Some weights of BertModel were not initialized from the model checkpoint

I able to train on a word level, after that i test with fill-mask pipeline and get below warning

I get this error :

Some weights of BertModel were not initialized from the model checkpoint at ./output_model and are newly initialized: ['bert.pooler.dense.weight', 'bert.pooler.dense.bias']
You should probably TRAIN this model on a down-stream task to be able to use it for predictions and inference.
tokenizer = PreTrainedTokenizerFast(tokenizer_file="./my-tokenizer.json")
model = BertForMaskedLM(config=BertConfig(vovab_size=1000000))
< after training>

fill_mask = pipeline(
    "fill-mask",
    model="./output_model",
    tokenizer=tokenizer
) # output warning above 

2 Likes

Hi,

I also get the same warning, while using AutoModelForMaskedLM on a fill-mask pipeline. Even though I finetuned it with AutoModelForMaskedLM…

Having randomly initialized layers should not be good for using the model. Is there any help to solve it?

This is interesting, thanks for reporting.

I’m opening an issue on Github as I’m encountering a similar issue.

The “solution” proposed in the issue you opened is not valid for the pipeline object (i.e. adding add_pooling_layer=False). Anyone still in the same situation? Did you solve it?

Hi,

Replying here to my past self, this is because the pooler is not part of the masked language model. This is not a problem, the warning just tells you that a BertModel gets instantiated with a pooler head besides the masked language modeling head. So if you’re doing masked language modeling you’re fine.

But I just want the barebone model to get the per token representations.
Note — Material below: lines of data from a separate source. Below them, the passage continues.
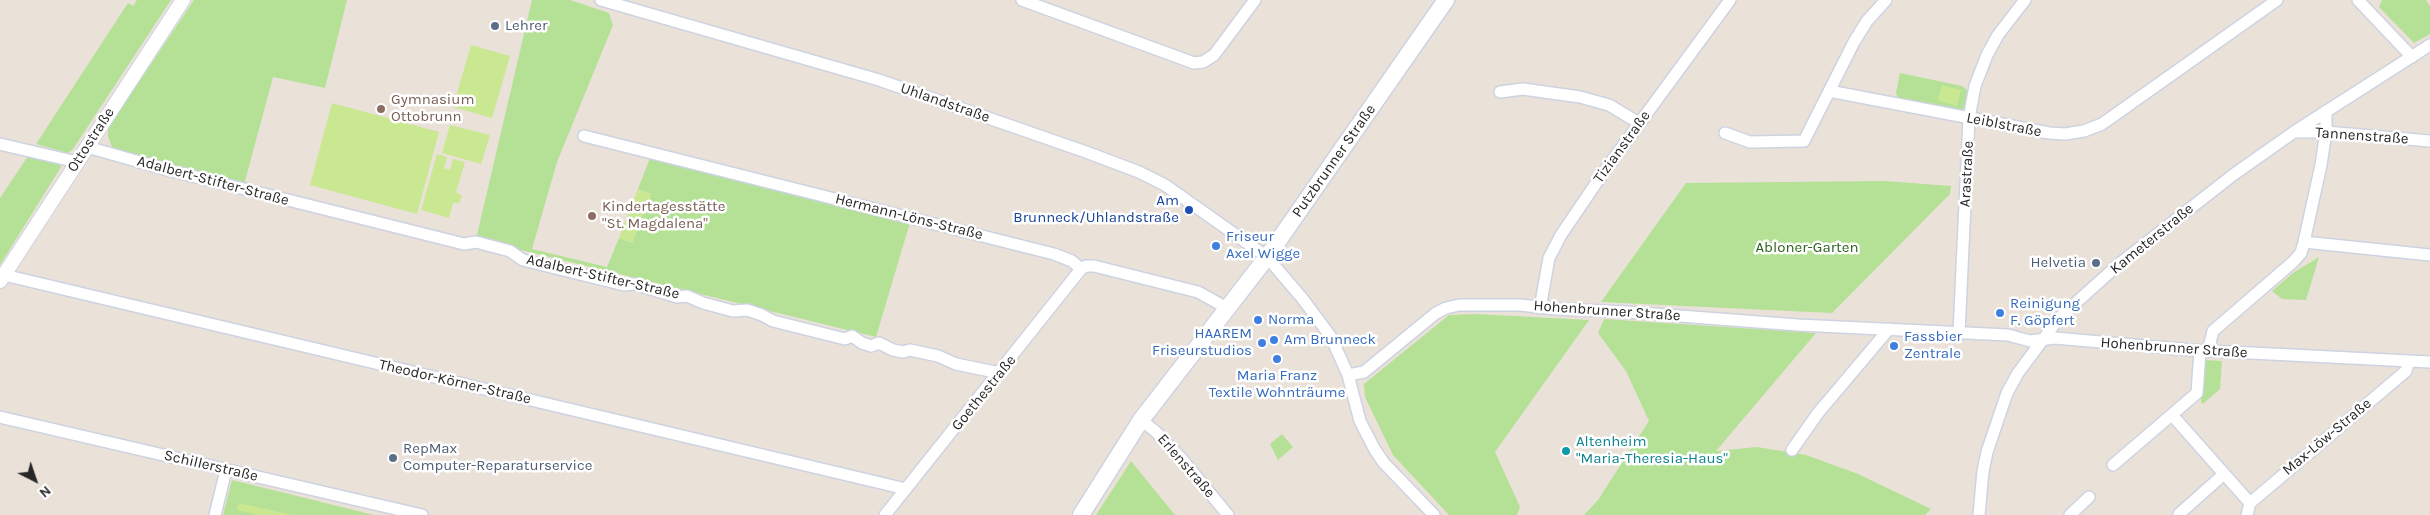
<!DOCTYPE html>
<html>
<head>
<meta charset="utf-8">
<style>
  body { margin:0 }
  #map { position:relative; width:2430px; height:515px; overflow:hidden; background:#eae1d9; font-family:Karla,sans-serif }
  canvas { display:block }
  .north { position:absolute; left:10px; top:455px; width:50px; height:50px; -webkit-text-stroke:4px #fff; paint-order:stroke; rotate:139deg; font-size:14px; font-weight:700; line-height:20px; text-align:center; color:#272727 }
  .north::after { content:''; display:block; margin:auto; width:18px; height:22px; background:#272727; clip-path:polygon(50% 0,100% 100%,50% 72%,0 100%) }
</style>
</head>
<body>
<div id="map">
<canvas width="2430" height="515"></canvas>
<div class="north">N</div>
</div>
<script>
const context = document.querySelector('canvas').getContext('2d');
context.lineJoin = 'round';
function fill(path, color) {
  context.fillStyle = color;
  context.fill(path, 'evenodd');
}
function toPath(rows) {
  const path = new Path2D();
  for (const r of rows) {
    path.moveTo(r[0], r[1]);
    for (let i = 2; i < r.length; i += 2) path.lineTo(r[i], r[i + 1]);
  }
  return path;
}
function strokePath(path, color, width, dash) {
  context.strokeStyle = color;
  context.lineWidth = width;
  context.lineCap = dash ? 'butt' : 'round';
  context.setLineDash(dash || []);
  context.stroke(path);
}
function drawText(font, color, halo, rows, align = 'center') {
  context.font = font + ' Karla,sans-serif';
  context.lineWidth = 5;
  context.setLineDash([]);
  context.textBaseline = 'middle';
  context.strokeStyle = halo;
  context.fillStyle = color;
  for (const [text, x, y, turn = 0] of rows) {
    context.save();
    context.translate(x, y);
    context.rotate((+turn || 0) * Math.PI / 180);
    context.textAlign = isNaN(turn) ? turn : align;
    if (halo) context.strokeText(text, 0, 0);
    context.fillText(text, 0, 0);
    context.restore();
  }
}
const green = toPath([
  [137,0,171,0,73,149,68,153,36,144,128,3,133,6],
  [194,0,347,0,325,88,273,77,244,185,122,155,112,147,108,136,108,128],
  [532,0,570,0,609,13,613,25,557,162,532,249,607,267,619,238,632,243,651,194,638,189,650,158,911,219,876,337,476,239],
  [2382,0,2426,0,2430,6,2430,34,2414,43,2379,7],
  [1900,73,1962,86,1968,91,1964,108,1961,111,1898,99,1896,93],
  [28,156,59,163,61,167,0,265,0,198],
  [1885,181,1951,186,1950,194,1832,313,1601,302,1686,183],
  [2319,257,2306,300,2282,299,2272,291,2293,273],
  [1476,314,1589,320,1495,452,1520,507,1517,515,1449,515,1393,455,1365,397,1364,384,1449,315],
  [1604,319,1816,333,1716,451,1757,447,1806,455,1858,474,1931,509,1925,515,1584,515,1598,500,1649,421,1626,371,1598,333],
  [2204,360,2222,361,2220,389,2203,404,2201,402],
  [1282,434,1293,447,1278,460,1270,444],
  [1131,461,1175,515,1096,515],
  [232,480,374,515,223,515]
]);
const pitch = toPath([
  [471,45,510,56,492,118,453,107],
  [1942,85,1961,90,1957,106,1938,100],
  [332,103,439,132,417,214,310,185],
  [450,125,490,135,481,164,442,153],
  [437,154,447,157,444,168,450,170,453,159,465,162,456,192,462,196,459,203,453,203,449,218,421,210],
  [638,189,651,194,632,243,619,238],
  [239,503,293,515,259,515,237,510]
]);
const minor = toPath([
  [601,0,879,80,1086,152,1139,172,1165,185,1267,257,1302,298,1331,337,1348,375,1360,421,1375,450,1384,463,1434,515],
  [1022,0,1194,63,1203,62,1214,55,1255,0],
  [2358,0,2412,57],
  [1829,91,2049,133,2065,134,2084,131,2102,124,2277,0],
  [1500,92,1523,89,1580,97,1609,105,1639,123],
  [2294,132,2326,132,2430,141],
  [1725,133,1750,142,1804,141,1854,42,1867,21,1886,0],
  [584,136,1054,254,1072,261,1081,269],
  [0,144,77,162],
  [87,147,168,170,464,244,476,242,510,251,523,260,624,285,634,284,677,297,687,296,703,303,733,311,747,310,762,315,773,321,845,339,852,336,862,343,871,346,879,343,893,350,903,352,910,350,938,356,956,364,1000,373],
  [2304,242,2321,165,2326,132,2326,111],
  [4,275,906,489],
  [1540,308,1549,258,1561,235,1603,173,1730,0],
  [1959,333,1969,118,1975,86,1987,55,1998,35,2025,0],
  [2208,351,2213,331,2293,262,2301,253,2304,242,2430,255],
  [1348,375,1364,372,1436,313,1446,308,1459,305,1520,305,1557,309,1627,312,1798,325,2008,335,2030,341,2055,338,2191,350,2430,362],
  [2172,415,2250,503],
  [0,417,422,515],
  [1141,420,1155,431,1181,458,1228,515],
  [1792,450,1818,413,1889,329],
  [2113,465,2197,393,2200,351],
  [2179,514,2224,474],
  [215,515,226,470],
  [885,515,1081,269,1086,266,1094,266,1198,292,1227,308],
  [1979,515,1983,471,1987,452,2007,393,2018,373,2059,318,2119,264,2233,175,2294,132,2430,45],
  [2070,515,2089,497],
  [2247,515,2250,503,2406,371,2409,361]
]);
const tertiary = toPath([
  [0,281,183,0]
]);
const secondary = toPath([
  [1081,515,1141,420,1267,257,1446,0]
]);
const markers = [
  [495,26,5,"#5c6f8a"],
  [381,109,5,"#8d6e63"],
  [1189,210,5,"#1a4fb4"],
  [592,216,5,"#8d6e63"],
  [1216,246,5,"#3f7fe0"],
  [2096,263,5,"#5c6f8a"],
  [2000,313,5,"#3f7fe0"],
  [1258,320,5,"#3f7fe0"],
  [1274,340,5,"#3f7fe0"],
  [1262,343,5,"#3f7fe0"],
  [1894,346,5,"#3f7fe0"],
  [1277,359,5,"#3f7fe0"],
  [1566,451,5,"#0f9aa8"],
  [393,458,5,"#5c6f8a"]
];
const serviceNames = [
  ["Lehrer",505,26],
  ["Helvetia",2086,263,"right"],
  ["RepMax",403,449],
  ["Computer-Reparaturservice",403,466]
];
const educationNames = [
  ["Gymnasium",391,100],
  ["Ottobrunn",391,117],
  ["Kindertagesstätte",602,207],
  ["\"St. Magdalena\"",602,224]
];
const streetNames = [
  ["Uhlandstraße",945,103,19],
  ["Leiblstraße",2004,125,11],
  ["Tannenstraße",2362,136,4],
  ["Ottostraße",91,140,-57],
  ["Tizianstraße",1622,147,-54],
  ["Putzbrunner Straße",1334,161,-55],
  ["Arastraße",1967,174,-87],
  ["Adalbert-Stifter-Straße",213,181,15],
  ["Hermann-Löns-Straße",909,217,14],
  ["Kameterstraße",2152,239,-39],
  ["Adalbert-Stifter-Straße",603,277,13],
  ["Hohenbrunner Straße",1607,311,4],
  ["Hohenbrunner Straße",2174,348,4],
  ["Theodor-Körner-Straße",455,382,13],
  ["Goethestraße",984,393,-51],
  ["Max-Löw-Straße",2327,437,-40],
  ["Schillerstraße",211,466,13],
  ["Erlenstraße",1186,466,49]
];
const transitNames = [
  ["Am",1179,201],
  ["Brunneck/Uhlandstraße",1179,218]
];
const shopNames = [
  ["Friseur",1226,237],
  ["Axel Wigge",1226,254],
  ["Reinigung",2010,304],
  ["F. Göpfert",2010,321],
  ["Norma",1268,320],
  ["HAAREM",1252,334,"right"],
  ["Friseurstudios",1252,351,"right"],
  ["Fassbier",1904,337],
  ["Zentrale",1904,354],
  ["Am Brunneck",1284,340],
  ["Maria Franz",1277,376,"center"],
  ["Textile Wohnträume",1277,393,"center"]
];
const parkNames = [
  ["Abloner-Garten",1807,248]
];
const cultureNames = [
  ["Altenheim",1576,442],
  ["\"Maria-Theresia-Haus\"",1576,459]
];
fill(green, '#b4e195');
fill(pitch, '#c9e891');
strokePath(minor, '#ced3e1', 14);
strokePath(tertiary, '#ced3e1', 16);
strokePath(secondary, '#ced3e1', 19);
strokePath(minor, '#fff', 11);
strokePath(tertiary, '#fff', 14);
strokePath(secondary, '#fff', 16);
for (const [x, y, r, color] of markers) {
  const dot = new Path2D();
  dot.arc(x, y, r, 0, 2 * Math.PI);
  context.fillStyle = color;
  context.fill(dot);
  strokePath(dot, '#fff', 2);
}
drawText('15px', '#4e5e75', '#fff', serviceNames, 'left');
drawText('15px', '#785e54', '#fff', educationNames, 'left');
drawText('15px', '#272727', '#fff', streetNames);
drawText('15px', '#164399', '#fff', transitNames, 'right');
drawText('15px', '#366cbe', '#fff', shopNames, 'left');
drawText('15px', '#2d621a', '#fff', parkNames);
drawText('15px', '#0d838f', '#fff', cultureNames, 'left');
</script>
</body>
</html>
Do I get what I want with this flag add_pooling_layer=False?

What is a pooler head?

Hi,

A pooling layer is typically a linear projection (nn.Linear) or a MLP which “pools” (i.e. combines) all the token embeddings into a single embedding vector.

The simplest form of pooling is just averaging all token embeddings along the sequence dimension, i.e. pooler_output = torch.mean(last_hidden_state, dim=1). Alternatively, and that’s what BERT does, is first take the final hidden state (embedding) of the special CLS token, and apply the poling layer to it. This means:

last_hidden_state = outputs.last_hidden_state
# get embedding of special CLS token
cls_hidden_state=  last_hidden_state[:,0,:]
# apply pooler
pooler_output = self.pooler(cls_hidden_state)